[[ The data, beginning ]]
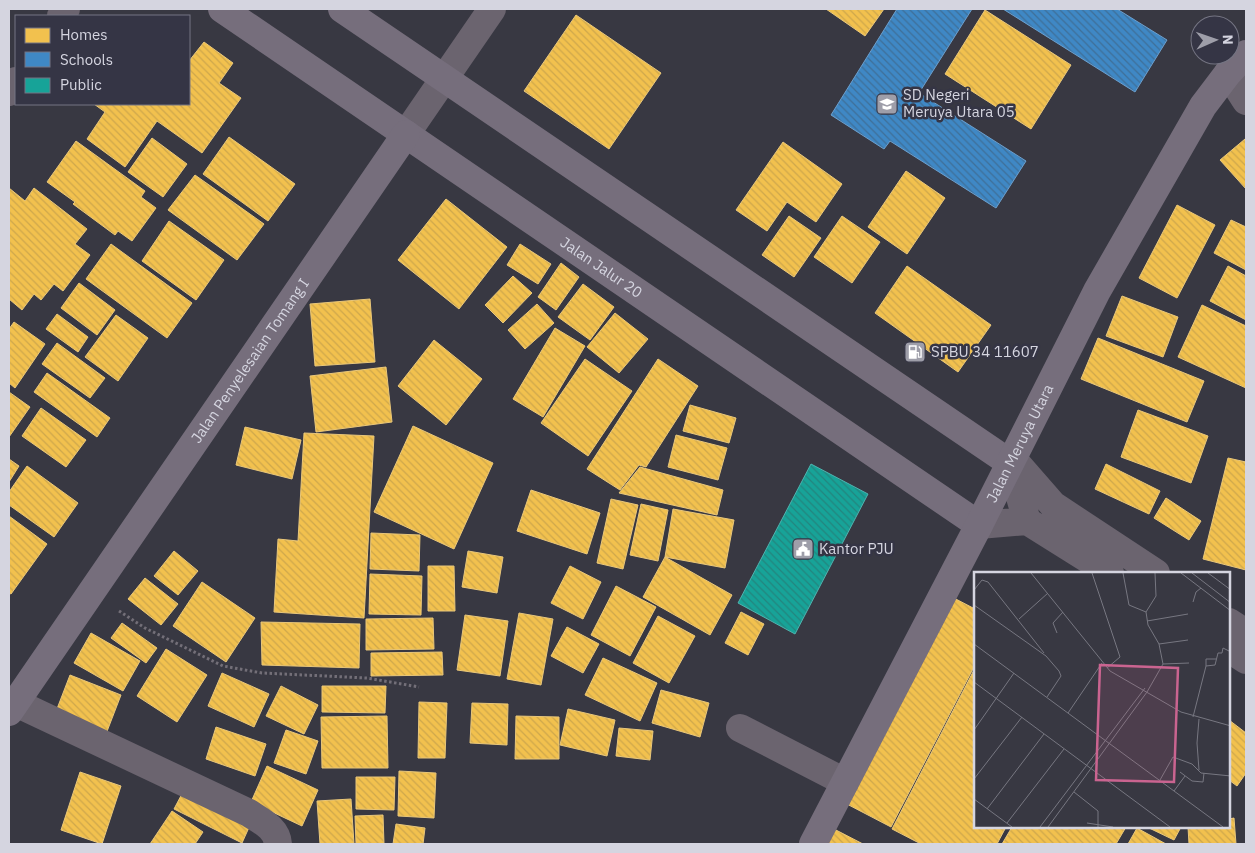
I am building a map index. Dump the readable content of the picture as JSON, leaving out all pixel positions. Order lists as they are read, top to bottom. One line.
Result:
{"streets":{"street":["Jalan Jalur 20","Jalan Penyelesaian Tomang I","Jalan Meruya Utara"]},"crossings":[["Jalan Jalur 20","Jalan Penyelesaian Tomang I"],["Jalan Jalur 20","Jalan Meruya Utara"]],"places":{"school or university":["SD Negeri Meruya Utara 05"],"fuel station":["SPBU 34 11607"],"public building":["Kantor PJU"]},"legend":["Homes","Schools","Public"],"north":"right"}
[[ The data, end ]]
→ **Problem to solve**:
Retype the listing exactly. Skip every picture.

→ **Result of the task**:
I am building a map index. Dump the readable content of the picture as JSON, leaving out all pixel positions. Order lists as they are read, top to bottom. One line.
Result:
{"streets":{"street":["Jalan Jalur 20","Jalan Penyelesaian Tomang I","Jalan Meruya Utara"]},"crossings":[["Jalan Jalur 20","Jalan Penyelesaian Tomang I"],["Jalan Jalur 20","Jalan Meruya Utara"]],"places":{"school or university":["SD Negeri Meruya Utara 05"],"fuel station":["SPBU 34 11607"],"public building":["Kantor PJU"]},"legend":["Homes","Schools","Public"],"north":"right"}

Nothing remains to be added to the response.